Kyrgyzstan: Man sought for serving with Ukrainian army highlights Bishkek’s awkward position on war
Taking part in foreign conflicts can be punished by up to eight years in prison.
The security services in Kyrgyzstan last week announced that they are filing charges against a Kyrgyz national who they say is engaged in fighting with Ukrainian forces against the invading Russian army.
Along with its May 14 statement, the State Committee for National Security, or GKNB, released video footage of the young man, who has been identified only by his initials, wearing a military uniform and handling weapons.

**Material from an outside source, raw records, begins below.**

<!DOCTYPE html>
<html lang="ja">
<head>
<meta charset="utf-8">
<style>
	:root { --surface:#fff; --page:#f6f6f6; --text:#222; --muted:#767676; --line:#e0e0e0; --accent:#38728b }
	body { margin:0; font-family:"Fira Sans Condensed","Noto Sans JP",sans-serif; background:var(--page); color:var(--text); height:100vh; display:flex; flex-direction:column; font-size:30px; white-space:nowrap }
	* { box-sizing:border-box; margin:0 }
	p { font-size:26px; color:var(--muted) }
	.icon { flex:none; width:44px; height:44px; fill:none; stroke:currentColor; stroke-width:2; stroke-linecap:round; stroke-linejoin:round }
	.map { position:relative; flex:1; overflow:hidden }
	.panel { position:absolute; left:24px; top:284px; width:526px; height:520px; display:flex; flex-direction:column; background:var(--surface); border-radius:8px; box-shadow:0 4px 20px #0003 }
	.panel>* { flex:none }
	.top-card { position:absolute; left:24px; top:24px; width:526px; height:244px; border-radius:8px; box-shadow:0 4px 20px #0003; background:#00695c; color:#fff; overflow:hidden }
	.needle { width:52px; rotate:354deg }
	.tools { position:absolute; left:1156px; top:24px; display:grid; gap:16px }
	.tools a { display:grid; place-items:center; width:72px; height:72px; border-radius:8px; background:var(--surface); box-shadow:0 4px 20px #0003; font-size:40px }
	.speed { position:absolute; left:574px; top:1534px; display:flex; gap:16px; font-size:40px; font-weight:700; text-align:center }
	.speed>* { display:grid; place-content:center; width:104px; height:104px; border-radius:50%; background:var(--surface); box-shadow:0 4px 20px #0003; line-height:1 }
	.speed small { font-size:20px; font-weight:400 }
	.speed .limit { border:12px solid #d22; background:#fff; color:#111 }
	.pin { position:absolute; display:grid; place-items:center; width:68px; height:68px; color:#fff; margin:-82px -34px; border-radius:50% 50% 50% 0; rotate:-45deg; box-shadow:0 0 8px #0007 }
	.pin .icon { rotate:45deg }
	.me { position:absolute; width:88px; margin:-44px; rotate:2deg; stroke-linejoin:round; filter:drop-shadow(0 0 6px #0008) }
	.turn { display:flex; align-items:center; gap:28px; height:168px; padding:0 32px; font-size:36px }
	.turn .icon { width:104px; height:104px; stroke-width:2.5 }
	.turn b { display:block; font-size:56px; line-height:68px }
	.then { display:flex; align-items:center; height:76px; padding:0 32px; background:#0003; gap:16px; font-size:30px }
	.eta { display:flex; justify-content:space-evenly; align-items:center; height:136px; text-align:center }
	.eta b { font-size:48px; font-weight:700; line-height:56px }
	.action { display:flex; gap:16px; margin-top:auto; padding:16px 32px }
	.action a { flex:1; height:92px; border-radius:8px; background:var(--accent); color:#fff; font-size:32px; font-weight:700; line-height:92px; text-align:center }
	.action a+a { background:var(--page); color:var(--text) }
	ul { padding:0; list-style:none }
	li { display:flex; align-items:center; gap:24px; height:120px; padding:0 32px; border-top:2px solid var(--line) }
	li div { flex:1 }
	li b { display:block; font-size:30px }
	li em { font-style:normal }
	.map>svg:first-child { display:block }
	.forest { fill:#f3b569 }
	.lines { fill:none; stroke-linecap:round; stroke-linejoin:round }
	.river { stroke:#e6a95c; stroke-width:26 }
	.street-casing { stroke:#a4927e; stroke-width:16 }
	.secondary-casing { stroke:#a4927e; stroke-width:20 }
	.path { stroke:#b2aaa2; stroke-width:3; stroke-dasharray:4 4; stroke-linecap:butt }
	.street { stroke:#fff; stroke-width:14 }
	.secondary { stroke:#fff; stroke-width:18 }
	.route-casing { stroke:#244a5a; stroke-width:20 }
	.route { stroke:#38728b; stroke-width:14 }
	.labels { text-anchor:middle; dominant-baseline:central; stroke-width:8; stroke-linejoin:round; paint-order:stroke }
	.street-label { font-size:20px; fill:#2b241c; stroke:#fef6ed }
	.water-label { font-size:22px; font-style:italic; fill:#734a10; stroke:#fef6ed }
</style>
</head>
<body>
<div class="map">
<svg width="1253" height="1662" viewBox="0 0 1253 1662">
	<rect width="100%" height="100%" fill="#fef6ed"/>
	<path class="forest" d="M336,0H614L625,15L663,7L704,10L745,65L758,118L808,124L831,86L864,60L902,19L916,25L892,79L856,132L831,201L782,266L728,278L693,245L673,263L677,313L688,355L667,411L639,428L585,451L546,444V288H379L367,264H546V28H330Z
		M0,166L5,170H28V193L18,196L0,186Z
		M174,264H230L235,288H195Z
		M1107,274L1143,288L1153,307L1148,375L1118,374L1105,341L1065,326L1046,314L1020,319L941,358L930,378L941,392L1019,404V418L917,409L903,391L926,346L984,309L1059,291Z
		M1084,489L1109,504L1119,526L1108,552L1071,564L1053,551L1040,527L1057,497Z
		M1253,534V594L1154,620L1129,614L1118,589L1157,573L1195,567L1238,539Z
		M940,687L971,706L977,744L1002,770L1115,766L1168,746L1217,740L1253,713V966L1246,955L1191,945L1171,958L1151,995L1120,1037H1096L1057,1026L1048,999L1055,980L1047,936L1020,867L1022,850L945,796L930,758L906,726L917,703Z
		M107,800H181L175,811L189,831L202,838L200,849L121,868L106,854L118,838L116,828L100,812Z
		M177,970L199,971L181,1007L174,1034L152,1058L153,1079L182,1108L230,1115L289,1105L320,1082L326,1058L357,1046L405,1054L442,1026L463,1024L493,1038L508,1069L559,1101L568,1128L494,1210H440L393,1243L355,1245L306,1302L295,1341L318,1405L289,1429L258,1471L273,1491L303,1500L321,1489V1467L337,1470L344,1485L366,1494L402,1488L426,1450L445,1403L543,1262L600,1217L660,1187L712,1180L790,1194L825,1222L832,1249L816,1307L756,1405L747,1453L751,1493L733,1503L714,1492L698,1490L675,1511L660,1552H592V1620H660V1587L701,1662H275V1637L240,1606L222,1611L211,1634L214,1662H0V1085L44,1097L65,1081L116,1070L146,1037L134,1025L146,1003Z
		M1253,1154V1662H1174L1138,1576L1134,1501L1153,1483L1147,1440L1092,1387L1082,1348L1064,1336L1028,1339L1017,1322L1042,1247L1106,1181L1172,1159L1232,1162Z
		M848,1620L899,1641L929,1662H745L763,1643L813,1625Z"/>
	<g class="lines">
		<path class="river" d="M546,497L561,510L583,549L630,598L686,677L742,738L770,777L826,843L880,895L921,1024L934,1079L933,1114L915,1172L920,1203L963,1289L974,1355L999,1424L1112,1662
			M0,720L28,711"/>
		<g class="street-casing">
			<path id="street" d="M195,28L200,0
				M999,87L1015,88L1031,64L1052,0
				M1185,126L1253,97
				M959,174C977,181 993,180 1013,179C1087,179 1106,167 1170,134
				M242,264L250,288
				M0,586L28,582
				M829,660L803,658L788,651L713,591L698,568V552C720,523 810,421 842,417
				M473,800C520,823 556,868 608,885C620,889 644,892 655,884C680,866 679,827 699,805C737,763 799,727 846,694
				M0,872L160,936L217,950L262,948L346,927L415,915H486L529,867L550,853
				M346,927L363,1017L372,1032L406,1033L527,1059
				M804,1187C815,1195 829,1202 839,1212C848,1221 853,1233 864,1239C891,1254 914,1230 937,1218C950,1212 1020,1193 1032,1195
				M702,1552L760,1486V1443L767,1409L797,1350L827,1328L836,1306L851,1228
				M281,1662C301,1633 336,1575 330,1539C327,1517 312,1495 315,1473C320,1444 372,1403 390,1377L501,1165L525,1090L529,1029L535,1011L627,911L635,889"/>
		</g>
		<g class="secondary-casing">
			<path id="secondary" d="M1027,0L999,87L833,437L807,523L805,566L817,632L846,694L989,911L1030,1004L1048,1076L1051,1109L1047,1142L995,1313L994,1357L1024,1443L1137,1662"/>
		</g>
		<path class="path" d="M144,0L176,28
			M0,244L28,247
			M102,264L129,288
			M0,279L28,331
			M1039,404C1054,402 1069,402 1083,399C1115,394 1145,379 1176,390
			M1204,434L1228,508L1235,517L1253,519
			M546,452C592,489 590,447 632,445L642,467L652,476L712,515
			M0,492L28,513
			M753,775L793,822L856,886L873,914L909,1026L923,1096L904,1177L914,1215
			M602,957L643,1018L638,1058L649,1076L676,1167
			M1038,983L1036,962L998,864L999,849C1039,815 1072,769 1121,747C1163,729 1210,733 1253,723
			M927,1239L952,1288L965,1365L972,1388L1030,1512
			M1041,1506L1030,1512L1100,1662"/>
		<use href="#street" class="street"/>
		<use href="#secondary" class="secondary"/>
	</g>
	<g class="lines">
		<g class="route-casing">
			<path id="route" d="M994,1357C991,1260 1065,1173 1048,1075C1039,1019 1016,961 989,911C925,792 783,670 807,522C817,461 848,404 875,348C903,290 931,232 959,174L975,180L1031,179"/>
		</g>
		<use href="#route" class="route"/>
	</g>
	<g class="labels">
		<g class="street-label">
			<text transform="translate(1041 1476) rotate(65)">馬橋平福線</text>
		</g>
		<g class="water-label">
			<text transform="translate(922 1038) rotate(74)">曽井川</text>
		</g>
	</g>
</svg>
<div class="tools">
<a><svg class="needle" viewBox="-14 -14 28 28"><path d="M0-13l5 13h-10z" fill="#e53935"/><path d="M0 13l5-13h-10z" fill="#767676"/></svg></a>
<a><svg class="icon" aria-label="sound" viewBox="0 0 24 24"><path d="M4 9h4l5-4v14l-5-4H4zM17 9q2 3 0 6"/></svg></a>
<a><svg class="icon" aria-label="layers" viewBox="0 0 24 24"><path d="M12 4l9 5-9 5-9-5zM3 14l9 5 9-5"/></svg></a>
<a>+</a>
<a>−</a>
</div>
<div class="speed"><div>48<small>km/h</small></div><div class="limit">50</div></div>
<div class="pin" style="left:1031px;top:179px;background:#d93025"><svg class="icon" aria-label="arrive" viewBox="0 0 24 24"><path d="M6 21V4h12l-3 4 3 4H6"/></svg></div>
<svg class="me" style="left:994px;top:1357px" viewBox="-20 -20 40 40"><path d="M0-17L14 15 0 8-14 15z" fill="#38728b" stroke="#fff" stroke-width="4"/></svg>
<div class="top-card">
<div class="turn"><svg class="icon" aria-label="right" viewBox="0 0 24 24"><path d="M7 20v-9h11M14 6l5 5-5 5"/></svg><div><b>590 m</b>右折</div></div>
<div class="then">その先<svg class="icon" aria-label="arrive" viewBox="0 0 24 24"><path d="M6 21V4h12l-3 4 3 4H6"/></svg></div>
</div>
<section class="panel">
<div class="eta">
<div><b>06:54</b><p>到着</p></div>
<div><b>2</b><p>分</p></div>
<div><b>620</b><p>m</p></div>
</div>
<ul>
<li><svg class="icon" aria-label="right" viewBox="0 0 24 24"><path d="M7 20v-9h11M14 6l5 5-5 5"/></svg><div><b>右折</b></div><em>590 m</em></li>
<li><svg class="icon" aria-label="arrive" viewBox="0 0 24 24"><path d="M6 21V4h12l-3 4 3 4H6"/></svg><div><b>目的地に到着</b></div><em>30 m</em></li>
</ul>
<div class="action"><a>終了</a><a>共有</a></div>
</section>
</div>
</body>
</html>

Threats to prosecute the man have again highlighted the awkward line that Kyrgyzstan is having to tread over the war in Ukraine. While wishing to refrain from being perceived as fully endorsing Russia’s actions, Bishkek also wants to signal to Moscow that it is taking a hard line against what could be perceived as excessively overt gestures of support for Kyiv.
This marks the first criminal case against a Kyrgyz national for involvement in the war in Ukraine. The charge, for participating in hostilities on foreign soil, has typically been used against volunteers in the ranks of radical Islamic groups in places like Syria, Iraq and Afghanistan. It can incur prison sentences of up to eight years.
From the trail of clues available from the suspect’s social media activity, it appears that he had traveled to Ukraine in December, but that he decided to stay on and assist the defense effort after fighting broke out on February 24.
Some confusion about his exact role has been created by remarks made by Kyrgyzstan’s ambassador to Ukraine, Idris Kadyrkulov, after the GKNB announced the charges.
“It appears that he assists orderlies to [the Ukrainian] territorial defense units,” said the ambassador, thereby suggesting that the man was not directly involved in fighting.
Kadyrkulov said his embassy had offered the man assistance in returning to his home country but that the offer was refused.
This is not, in fact, the first known case of a Kyrgyz national playing an accessory role to the Ukrainian armed forces, which has raised questions about why the GKNB only chose to file a case in this instance.
Earlier this month, RFE/RL’s Kyrgyz service interviewed a man identified only by the pseudonym Kubanych uulu Dayirbek, who told the broadcaster he had likewise enlisted as an orderly in the Ukrainian army. Dayirbek had also gone to Ukraine in search of work and decided to stay once war broke out.
“We basically do not take part in clashes. We are engaged in the removal of the wounded from the red zone to safe areas,” Dayirbek said in the interview.
Bishkek has floundered in taking a categorical position on the war ever since hostilities began in February.
On February 26, two days after Russian forces embarked on their invasion, Russian President Vladimir Putin spoke by phone with his Kyrgyz counterpart, Sadyr Japarov.
In a Kremlin readout of the call, Japarov appeared to pin the blame for the conflict on Ukrainians, whom he accused of failing to abide by the terms of the 2014 Minsk peace agreement. The Russian statement likewise had Japarov expressing “support for the decisive action taken by the Russian side to protect the civilian population of the Donbass.”
Japarov’s own office put out a more neutered account, neither confirming nor denying the Kremlin readout, but noting only that the two leaders “exchanged opinions on international and regional security issues, including the situation unfolding around Ukraine.” Japarov’s spokesman later tried to clarify further by insisting that Bishkek favored negotiations as a way to prevent further death and destruction, but this was not enough to prevent the spat that followed.
On March 1, Ukraine’s President Volodomyr Zelenskiy declared at an emotionally charged briefing that Kyiv was recalling its ambassador to Bishkek “following Kyrgyzstan's statements to justify the aggression against Ukraine.”
A plausible explanation for Kyrgyzstan scrambling to pursue this particular criminal case is so that it might deter any of the several dozen Kyrgyz nationals still known to be in Ukraine from following the example of the man wanted by the GKNB. The secretary of the Security Council, Marat Imankulov, has again warned that Kyrgyz “citizens are forbidden from taking part in armed clashes abroad.”
What is unclear is whether this warning also extends to Kyrgyz nationals enlisting in the ranks of the Russian armed forces. All the Kyrgyz-born people who have reportedly died to date fighting for the Russians had previously obtained Russian citizenship, according to media reports. Should that change, it would be only further implicit confirmation of the depth of Bishkek’s loyalty to Moscow.
Nurbek Bekmurzaev is a writer in Bishkek.